● **WORK TO COMPLETE**
Read the records and gather each line that includes "document".
*** Opening of THE DATA ***
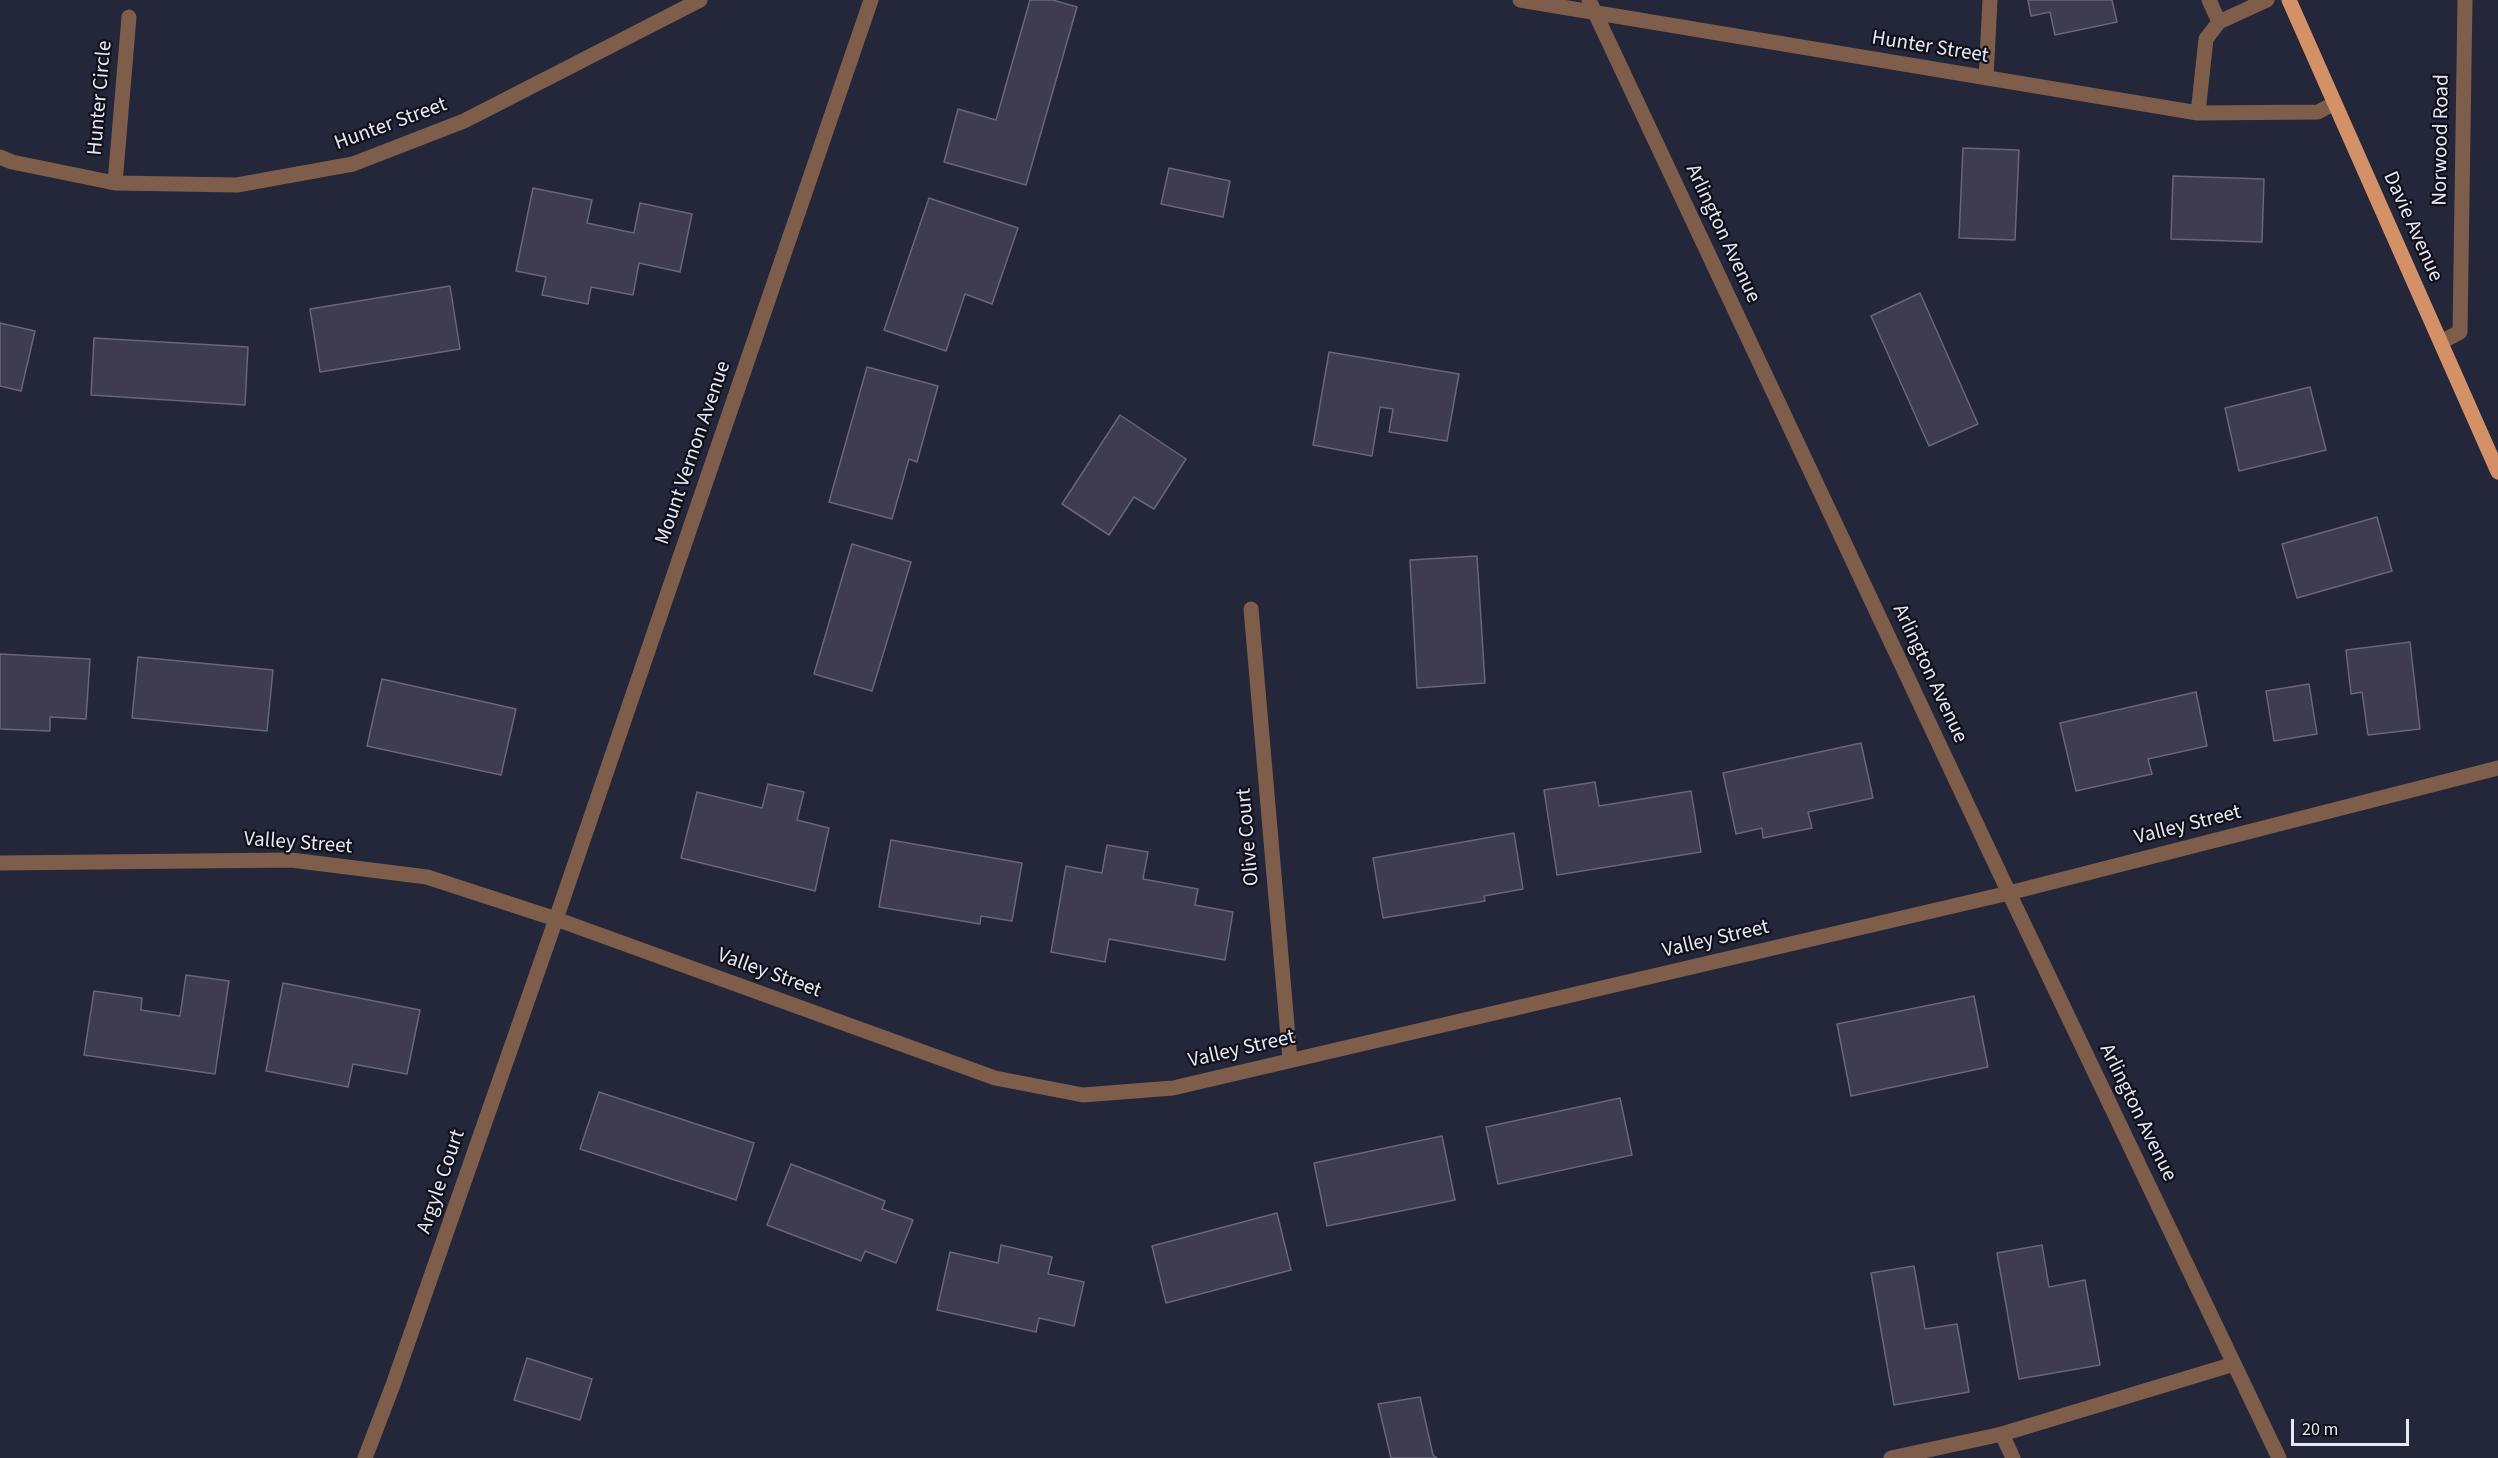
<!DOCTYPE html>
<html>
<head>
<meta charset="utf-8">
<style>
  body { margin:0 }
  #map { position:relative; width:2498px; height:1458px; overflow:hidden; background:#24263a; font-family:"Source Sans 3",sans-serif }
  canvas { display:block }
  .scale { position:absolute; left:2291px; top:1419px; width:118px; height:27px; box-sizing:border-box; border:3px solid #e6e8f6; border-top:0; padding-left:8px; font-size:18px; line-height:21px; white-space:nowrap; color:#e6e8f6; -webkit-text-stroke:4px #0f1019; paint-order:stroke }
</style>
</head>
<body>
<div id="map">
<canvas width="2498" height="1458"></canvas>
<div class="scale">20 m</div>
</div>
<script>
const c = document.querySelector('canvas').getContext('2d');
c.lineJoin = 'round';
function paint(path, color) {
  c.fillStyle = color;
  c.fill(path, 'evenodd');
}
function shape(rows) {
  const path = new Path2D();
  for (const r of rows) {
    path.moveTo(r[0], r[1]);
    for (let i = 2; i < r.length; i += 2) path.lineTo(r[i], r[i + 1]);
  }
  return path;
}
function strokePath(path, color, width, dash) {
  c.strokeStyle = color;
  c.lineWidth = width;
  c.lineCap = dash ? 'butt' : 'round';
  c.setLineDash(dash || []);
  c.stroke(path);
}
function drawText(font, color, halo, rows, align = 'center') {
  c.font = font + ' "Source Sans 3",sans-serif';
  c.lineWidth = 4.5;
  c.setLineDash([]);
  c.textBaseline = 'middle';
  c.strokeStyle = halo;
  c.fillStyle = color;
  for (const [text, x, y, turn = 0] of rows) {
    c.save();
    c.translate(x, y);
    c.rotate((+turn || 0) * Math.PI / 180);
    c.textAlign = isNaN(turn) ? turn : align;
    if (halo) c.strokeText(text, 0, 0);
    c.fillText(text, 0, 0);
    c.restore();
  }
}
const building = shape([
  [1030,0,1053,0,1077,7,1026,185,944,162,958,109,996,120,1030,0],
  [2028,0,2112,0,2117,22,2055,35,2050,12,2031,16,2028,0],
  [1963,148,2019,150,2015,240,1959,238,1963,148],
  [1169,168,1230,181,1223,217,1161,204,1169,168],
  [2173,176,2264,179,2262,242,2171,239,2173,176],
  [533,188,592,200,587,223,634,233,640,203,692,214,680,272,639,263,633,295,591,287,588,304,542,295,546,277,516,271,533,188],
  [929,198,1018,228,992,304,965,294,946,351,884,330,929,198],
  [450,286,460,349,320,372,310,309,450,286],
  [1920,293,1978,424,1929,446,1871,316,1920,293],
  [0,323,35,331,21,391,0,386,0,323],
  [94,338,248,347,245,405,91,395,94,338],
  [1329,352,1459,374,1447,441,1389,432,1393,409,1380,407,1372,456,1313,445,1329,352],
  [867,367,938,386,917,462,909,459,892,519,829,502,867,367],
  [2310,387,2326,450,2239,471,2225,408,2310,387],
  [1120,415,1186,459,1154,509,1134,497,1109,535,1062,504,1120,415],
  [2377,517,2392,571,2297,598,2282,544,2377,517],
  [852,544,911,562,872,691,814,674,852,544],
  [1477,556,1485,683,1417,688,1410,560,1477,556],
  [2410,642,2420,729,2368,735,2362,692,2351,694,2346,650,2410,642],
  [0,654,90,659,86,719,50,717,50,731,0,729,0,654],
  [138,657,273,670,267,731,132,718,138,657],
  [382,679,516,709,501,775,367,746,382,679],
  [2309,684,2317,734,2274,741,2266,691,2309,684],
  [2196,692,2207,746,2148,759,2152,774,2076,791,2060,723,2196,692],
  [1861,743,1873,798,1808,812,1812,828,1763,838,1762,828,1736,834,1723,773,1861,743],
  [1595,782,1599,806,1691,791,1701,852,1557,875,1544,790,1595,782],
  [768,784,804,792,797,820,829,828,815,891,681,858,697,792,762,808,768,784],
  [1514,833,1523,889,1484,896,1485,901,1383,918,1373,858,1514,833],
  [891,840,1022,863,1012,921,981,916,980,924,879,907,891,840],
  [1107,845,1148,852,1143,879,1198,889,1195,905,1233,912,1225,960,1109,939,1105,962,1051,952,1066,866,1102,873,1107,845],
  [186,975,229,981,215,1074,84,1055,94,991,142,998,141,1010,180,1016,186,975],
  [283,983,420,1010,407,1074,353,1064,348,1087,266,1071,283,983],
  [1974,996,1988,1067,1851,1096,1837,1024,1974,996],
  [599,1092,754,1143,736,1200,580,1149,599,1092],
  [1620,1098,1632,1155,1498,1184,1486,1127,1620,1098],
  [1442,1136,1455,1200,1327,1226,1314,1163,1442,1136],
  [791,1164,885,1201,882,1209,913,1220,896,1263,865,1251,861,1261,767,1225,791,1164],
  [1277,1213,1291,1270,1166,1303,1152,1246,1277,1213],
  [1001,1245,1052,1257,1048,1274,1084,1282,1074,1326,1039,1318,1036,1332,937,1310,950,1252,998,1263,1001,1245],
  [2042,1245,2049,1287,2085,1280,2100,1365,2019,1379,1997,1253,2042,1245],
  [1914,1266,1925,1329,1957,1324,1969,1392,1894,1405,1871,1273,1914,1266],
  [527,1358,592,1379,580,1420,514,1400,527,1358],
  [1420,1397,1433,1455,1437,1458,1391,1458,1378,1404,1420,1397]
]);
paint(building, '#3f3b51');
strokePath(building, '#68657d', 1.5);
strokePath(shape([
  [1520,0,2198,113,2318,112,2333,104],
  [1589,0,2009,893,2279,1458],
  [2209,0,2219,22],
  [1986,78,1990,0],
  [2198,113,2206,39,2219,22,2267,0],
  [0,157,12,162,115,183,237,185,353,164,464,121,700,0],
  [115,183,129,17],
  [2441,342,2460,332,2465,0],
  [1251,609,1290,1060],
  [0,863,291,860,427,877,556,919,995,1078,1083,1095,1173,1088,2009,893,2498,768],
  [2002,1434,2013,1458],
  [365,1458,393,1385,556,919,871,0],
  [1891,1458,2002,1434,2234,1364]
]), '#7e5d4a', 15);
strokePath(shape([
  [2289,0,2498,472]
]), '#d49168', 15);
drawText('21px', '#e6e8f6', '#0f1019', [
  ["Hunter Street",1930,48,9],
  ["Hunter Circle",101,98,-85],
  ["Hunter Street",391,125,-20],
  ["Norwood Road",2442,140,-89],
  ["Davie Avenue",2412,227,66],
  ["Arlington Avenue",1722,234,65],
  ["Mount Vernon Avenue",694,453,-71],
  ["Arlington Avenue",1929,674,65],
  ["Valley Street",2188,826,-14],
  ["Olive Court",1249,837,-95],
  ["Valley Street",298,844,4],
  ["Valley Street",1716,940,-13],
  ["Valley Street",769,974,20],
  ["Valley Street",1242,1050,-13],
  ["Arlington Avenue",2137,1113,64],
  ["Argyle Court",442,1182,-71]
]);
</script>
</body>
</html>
*** Close of THE DATA ***
*** Opening of THE DATA ***
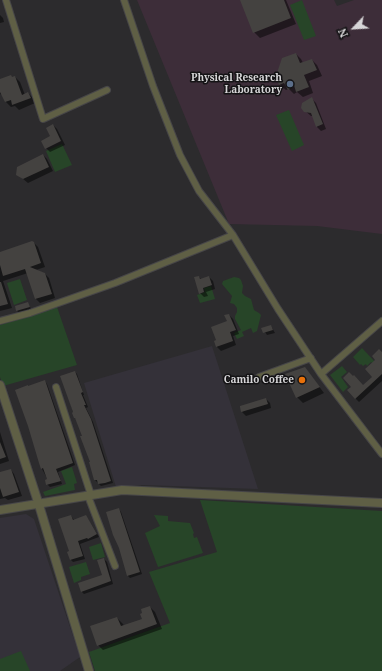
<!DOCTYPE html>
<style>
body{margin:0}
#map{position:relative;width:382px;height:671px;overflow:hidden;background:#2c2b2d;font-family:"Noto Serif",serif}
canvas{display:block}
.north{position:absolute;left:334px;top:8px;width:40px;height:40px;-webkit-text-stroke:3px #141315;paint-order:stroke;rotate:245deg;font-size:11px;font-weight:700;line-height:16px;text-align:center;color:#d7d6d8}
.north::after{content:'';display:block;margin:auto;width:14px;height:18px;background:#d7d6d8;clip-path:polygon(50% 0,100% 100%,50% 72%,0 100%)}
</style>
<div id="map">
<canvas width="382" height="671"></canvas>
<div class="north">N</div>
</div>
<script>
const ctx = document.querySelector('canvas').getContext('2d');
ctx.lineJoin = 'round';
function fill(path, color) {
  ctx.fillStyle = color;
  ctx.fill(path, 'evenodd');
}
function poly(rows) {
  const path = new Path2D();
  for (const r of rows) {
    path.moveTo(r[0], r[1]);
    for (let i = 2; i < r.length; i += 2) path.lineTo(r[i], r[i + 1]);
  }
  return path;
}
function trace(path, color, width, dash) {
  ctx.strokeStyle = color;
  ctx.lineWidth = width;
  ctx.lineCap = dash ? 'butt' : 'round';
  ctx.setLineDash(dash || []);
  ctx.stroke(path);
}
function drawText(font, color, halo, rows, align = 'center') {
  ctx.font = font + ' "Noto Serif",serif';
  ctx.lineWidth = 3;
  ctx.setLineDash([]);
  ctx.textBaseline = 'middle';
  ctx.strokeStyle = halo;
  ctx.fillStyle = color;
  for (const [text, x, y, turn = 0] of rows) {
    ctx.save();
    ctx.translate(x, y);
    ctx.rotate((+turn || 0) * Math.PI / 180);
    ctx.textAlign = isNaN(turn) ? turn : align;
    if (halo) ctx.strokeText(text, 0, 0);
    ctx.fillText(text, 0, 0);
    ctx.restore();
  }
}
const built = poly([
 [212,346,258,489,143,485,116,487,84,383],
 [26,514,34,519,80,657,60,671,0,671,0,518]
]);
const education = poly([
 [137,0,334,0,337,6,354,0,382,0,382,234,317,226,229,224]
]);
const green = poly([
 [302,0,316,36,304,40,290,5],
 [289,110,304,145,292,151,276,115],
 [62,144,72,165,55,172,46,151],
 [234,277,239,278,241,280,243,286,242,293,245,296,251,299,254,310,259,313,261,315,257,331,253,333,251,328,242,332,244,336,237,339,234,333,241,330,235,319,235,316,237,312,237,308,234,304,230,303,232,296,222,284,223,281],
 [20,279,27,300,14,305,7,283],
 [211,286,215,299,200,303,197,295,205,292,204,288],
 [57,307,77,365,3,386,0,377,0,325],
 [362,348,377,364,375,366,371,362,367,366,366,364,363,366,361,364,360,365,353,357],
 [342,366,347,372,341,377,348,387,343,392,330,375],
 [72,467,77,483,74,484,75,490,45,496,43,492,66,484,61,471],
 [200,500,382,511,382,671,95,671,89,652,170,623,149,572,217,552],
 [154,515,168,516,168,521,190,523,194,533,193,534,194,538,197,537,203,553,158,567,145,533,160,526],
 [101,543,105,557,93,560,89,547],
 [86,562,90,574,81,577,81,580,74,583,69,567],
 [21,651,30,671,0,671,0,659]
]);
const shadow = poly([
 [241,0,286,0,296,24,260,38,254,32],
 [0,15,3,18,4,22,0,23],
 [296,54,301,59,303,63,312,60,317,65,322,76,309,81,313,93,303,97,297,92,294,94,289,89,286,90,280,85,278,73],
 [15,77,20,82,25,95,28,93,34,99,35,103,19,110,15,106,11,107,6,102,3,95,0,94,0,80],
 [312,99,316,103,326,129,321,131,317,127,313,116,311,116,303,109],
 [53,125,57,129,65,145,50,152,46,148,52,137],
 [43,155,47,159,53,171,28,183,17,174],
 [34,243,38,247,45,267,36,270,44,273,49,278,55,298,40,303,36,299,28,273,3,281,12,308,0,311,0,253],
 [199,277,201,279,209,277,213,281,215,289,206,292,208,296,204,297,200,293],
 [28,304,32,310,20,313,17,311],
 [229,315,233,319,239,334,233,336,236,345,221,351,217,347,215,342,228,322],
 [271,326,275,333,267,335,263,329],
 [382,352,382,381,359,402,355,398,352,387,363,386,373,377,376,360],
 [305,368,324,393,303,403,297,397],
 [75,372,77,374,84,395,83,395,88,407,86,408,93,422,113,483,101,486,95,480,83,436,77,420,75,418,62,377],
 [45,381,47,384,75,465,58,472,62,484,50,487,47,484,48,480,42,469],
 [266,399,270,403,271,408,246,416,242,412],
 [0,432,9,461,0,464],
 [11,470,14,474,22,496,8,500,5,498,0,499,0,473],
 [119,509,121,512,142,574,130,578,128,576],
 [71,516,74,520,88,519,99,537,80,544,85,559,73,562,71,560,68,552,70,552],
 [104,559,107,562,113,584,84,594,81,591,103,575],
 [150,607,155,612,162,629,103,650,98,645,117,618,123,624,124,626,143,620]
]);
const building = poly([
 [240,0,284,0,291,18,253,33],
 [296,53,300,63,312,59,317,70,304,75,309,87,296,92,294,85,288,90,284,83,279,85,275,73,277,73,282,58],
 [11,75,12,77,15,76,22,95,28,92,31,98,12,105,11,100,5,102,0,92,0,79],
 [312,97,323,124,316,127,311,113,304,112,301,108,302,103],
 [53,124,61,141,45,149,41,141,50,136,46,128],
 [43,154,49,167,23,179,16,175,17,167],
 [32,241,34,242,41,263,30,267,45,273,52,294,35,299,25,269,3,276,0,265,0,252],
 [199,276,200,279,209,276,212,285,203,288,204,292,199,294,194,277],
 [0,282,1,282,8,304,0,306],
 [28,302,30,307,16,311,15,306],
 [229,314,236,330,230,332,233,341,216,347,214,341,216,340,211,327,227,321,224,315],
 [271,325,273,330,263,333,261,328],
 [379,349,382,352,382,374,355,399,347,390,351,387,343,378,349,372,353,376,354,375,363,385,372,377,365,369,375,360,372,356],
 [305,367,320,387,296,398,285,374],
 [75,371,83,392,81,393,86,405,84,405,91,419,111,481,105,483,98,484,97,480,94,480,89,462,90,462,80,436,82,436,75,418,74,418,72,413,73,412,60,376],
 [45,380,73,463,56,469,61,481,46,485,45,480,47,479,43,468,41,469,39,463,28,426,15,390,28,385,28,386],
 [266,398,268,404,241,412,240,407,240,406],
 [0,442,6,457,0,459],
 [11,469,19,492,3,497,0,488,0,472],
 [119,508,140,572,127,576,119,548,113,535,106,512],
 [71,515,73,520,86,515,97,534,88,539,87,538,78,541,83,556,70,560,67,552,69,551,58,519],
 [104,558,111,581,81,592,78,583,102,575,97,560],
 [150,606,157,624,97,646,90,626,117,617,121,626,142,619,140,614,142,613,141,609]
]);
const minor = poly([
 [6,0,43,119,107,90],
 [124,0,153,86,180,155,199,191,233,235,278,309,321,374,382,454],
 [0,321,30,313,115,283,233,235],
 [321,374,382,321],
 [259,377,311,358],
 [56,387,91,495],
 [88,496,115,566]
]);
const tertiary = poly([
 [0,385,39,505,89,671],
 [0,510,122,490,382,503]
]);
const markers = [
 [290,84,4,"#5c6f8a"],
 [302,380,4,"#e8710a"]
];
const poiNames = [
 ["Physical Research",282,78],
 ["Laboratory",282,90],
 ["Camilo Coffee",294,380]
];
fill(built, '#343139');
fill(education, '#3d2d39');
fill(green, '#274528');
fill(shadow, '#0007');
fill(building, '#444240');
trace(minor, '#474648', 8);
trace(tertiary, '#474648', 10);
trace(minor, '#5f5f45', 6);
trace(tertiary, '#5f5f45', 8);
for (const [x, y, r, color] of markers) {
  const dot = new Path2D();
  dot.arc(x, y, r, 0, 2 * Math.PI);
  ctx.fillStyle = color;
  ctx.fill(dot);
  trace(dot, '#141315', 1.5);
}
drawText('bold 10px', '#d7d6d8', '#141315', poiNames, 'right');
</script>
*** Close of THE DATA ***
● **ANSWER SECTION**
const c = document.querySelector('canvas').getContext('2d');
const ctx = document.querySelector('canvas').getContext('2d');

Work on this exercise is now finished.